At your place of work, this is a time to focus on your core product or your core service. Mind you not all of us like our jobs, but our work is what is in front of us.

Focusing on the details of your work is better than focusing your mind on things you have no control over. The quality of your work can get better when you focus on it which can lead to more personal satisfaction.

We want to avoid being driven

While focusing on quality in our jobs, it is important to maintain a sense of balance. I have been learning some non-examples of balance from my interim assistant vice president.

She has been literally driven in the way she has been doing her work. She has been driving my boss crazy. I have found myself irritated by her behaviors. I have had to put out some fires with my subordinates.

People who are driven are essentially distracting themselves from the pain or anxiety inside. They work all the time. They act like they are going a million miles an hour. They are restless. They cannot stop.

In their driven state, they burn bridges or they distance themselves from what really matters.
My interim vice president has been quite condescending to some professionals who have been in the business longer than my the VP has been alive.

Driven people are going so fast down the highway of life that they miss the details along the side of the road. Their end result is often job burnout if the burnt bridges did not get them first.

Enough!

To reduce the likelihood of being driven, it is important to set some boundaries. First, you must be able to tell yourself "ENOUGH!" Only so much quality work is going to get done in a day.

Manage your boss

I think that there is much flexibility with many of our bosses. I have found it necessary to say to my boss that I will get as much done as possible today.

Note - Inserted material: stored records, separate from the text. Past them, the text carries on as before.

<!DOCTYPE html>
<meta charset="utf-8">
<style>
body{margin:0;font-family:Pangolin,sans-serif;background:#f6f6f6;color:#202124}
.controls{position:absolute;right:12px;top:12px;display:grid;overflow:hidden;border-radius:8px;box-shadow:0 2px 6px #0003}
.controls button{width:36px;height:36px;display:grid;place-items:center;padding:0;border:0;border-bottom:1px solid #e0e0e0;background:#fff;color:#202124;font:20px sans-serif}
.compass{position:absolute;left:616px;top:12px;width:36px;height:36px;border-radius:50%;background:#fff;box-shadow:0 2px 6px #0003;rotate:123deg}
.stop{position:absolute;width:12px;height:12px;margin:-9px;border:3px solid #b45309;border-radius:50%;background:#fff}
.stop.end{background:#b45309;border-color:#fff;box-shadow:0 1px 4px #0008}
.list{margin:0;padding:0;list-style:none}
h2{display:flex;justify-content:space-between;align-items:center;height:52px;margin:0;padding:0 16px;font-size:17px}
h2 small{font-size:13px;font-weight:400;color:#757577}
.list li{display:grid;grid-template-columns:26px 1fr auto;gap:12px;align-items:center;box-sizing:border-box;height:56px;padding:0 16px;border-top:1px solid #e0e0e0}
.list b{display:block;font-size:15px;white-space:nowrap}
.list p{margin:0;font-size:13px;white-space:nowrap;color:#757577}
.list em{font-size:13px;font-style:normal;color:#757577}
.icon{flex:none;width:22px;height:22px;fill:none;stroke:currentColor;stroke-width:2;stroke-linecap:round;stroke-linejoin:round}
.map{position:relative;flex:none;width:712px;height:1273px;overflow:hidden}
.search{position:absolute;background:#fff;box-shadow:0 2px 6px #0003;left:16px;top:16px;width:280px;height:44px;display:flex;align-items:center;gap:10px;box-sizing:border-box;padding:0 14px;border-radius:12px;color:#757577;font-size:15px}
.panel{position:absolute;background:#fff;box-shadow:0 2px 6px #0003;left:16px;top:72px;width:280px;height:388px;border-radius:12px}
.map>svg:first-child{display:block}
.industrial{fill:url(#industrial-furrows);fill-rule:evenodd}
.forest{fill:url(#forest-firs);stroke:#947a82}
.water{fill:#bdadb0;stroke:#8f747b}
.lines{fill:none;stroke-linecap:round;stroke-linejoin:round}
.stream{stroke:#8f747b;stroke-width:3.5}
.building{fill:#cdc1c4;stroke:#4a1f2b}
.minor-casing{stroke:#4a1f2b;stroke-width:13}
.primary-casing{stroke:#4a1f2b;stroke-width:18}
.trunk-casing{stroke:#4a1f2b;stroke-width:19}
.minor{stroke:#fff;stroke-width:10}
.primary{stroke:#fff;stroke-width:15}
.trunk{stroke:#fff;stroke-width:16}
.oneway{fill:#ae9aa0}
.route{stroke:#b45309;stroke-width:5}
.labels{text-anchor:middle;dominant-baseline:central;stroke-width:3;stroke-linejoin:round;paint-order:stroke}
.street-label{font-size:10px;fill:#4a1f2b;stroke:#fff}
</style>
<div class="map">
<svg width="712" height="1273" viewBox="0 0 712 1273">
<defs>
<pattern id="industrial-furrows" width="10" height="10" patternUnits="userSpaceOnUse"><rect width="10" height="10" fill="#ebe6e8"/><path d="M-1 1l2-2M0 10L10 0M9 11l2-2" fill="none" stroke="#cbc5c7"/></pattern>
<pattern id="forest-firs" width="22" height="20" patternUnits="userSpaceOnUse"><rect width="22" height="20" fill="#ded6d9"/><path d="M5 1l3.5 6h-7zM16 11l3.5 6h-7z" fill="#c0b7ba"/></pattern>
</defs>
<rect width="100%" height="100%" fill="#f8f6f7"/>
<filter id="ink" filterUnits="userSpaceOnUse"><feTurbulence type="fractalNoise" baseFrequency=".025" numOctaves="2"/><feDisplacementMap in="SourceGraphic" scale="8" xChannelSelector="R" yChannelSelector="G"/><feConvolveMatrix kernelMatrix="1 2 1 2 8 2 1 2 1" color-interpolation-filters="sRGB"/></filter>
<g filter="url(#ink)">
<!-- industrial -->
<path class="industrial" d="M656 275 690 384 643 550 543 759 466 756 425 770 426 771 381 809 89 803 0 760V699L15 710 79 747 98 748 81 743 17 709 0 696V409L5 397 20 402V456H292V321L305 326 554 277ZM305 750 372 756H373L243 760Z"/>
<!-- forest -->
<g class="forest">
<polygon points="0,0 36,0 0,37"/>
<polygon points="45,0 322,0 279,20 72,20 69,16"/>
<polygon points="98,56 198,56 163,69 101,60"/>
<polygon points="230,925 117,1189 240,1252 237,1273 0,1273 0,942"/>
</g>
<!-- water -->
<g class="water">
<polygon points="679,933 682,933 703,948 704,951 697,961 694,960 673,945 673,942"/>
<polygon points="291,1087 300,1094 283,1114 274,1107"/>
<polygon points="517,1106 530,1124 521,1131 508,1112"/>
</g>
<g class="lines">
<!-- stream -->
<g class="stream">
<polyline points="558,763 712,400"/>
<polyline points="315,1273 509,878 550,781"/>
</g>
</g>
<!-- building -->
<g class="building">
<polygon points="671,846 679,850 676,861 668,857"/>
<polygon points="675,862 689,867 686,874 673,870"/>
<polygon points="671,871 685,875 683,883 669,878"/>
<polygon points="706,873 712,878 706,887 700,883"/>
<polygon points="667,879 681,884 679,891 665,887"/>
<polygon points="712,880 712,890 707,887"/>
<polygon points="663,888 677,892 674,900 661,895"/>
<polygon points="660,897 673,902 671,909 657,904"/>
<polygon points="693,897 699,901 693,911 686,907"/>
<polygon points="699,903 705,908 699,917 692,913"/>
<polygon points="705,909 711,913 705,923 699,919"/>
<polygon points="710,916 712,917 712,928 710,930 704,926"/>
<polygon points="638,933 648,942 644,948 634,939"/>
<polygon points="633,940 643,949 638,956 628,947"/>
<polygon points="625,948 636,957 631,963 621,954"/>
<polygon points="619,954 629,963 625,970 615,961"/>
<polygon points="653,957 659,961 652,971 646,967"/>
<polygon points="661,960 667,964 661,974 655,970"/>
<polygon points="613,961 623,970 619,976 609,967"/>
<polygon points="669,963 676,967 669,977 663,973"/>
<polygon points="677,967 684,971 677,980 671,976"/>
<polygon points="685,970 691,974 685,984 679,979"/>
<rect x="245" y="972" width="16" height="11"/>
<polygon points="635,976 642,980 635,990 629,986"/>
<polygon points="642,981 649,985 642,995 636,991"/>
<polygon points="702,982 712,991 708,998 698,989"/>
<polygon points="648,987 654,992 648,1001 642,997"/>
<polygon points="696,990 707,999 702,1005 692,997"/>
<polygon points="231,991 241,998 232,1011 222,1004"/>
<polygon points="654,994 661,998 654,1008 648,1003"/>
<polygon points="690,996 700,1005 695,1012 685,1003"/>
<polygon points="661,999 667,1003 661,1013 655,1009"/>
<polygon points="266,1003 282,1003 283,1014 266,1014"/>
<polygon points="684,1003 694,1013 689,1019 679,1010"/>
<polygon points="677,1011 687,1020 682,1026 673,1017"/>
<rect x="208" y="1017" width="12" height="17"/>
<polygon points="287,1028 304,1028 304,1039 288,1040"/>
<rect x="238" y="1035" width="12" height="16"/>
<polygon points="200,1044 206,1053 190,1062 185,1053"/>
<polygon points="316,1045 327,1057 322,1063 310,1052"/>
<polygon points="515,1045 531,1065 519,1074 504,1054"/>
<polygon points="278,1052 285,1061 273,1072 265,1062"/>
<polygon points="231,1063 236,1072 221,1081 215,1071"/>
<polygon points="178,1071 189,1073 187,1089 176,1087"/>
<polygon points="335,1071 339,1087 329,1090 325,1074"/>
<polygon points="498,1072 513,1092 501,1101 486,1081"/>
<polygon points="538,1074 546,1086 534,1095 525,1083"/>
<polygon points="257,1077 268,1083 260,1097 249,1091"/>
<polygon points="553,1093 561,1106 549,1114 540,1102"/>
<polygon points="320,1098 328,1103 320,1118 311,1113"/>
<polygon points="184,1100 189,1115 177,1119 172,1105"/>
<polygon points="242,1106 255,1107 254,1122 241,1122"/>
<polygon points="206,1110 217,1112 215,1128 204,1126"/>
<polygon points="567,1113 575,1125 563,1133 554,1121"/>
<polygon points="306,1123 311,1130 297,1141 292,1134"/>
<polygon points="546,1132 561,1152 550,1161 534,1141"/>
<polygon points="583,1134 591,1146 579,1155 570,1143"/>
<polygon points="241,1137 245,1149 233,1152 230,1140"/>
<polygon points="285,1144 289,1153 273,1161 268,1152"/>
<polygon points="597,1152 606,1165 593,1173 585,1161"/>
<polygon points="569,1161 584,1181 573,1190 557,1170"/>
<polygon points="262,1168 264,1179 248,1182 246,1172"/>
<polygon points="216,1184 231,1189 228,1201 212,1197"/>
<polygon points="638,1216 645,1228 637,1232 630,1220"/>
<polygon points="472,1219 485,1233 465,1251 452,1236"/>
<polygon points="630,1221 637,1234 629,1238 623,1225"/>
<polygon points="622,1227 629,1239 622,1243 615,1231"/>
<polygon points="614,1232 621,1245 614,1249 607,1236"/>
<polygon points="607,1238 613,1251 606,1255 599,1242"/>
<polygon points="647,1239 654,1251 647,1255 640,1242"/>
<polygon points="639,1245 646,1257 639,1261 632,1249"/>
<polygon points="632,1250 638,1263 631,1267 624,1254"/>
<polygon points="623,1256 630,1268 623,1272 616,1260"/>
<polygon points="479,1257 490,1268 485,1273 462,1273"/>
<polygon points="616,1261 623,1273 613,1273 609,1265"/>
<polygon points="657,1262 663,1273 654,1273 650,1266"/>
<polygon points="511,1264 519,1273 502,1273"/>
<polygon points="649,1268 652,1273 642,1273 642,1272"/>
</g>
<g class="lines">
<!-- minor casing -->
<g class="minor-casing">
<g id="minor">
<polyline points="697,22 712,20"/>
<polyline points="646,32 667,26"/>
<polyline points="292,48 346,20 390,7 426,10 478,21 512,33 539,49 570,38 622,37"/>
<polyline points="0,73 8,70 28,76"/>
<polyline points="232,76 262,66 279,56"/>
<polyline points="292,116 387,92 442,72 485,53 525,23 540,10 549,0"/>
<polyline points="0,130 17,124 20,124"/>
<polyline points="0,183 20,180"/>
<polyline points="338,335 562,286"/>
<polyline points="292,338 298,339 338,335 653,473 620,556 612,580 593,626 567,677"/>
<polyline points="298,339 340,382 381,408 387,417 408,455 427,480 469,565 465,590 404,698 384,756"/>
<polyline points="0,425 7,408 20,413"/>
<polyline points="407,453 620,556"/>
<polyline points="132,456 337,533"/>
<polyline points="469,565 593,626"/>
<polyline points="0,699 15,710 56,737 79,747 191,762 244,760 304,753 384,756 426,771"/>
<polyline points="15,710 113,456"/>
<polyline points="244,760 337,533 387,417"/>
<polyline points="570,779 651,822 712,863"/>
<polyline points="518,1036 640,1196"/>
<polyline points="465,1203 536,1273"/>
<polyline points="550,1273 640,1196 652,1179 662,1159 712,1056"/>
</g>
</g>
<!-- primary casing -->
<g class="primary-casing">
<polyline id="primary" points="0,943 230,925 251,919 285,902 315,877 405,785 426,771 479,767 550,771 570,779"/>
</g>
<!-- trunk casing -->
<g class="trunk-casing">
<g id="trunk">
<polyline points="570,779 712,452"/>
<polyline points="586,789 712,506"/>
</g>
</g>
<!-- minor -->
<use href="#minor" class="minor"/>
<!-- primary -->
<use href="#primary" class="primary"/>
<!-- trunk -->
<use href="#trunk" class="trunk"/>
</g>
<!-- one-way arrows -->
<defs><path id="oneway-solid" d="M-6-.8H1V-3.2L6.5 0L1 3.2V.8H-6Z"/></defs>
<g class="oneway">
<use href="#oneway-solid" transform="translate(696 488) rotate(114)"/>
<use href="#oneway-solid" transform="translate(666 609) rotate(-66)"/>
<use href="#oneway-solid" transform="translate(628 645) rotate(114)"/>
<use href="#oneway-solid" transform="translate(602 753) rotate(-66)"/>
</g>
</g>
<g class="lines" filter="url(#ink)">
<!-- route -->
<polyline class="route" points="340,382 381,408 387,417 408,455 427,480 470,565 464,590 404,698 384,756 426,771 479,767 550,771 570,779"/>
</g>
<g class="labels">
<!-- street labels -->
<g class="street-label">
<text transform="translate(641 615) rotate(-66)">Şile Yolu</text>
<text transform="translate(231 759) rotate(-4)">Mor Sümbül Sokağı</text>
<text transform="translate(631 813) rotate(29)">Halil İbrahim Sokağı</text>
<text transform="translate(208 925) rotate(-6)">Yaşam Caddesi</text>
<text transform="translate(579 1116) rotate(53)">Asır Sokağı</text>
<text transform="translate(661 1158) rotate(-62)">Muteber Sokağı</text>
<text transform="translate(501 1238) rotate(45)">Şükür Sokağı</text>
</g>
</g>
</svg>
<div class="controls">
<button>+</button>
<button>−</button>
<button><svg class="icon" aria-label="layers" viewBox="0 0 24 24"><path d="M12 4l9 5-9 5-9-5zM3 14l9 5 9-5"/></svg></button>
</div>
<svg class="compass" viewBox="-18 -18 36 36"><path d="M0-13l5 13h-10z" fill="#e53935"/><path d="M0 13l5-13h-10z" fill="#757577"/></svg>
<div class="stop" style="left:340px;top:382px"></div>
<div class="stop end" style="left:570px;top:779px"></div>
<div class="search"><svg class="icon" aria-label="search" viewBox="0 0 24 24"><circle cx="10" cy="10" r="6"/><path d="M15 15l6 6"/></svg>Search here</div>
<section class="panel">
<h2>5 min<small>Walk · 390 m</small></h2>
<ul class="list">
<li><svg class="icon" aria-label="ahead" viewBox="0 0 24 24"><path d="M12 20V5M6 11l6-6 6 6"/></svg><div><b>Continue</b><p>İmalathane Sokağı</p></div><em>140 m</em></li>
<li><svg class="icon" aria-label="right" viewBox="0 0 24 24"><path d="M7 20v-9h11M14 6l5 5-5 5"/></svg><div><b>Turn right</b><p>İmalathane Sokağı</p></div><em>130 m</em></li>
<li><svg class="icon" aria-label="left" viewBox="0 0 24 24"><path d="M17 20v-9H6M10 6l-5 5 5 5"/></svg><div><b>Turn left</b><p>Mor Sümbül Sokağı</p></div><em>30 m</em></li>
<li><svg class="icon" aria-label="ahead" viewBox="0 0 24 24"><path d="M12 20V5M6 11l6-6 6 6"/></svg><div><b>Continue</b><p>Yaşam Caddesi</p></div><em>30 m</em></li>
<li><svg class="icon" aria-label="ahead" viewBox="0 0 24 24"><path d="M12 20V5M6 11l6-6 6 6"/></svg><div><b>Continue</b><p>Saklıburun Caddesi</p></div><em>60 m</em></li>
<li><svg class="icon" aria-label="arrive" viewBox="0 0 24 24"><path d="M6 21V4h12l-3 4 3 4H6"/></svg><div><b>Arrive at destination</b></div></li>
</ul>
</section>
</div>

I have worked to stop saying I will get it all done today. The exceptions to this are if you are under a quota or you have a set route you must run.

Even with the pressure that many firms and corporations are under to be as economizing and miserly as possible, I think that it is possible to negotiate some projects and tasks. If you know your boss's tendencies, you have some tools for negotiation.

What is it all about?

Bringing it back to full circle, I am about feeling better, feeling some sense of peace and some sense of sanity in this otherwise stressful time. The message is to be busy if you are anxious. Work is a good thing. Being productive and active is better than being idle and fretful. There is a limit to how busy one can get--balance is important.

So, find something that needs to be done, and get to it. There is satisfaction in doing something and doing it well.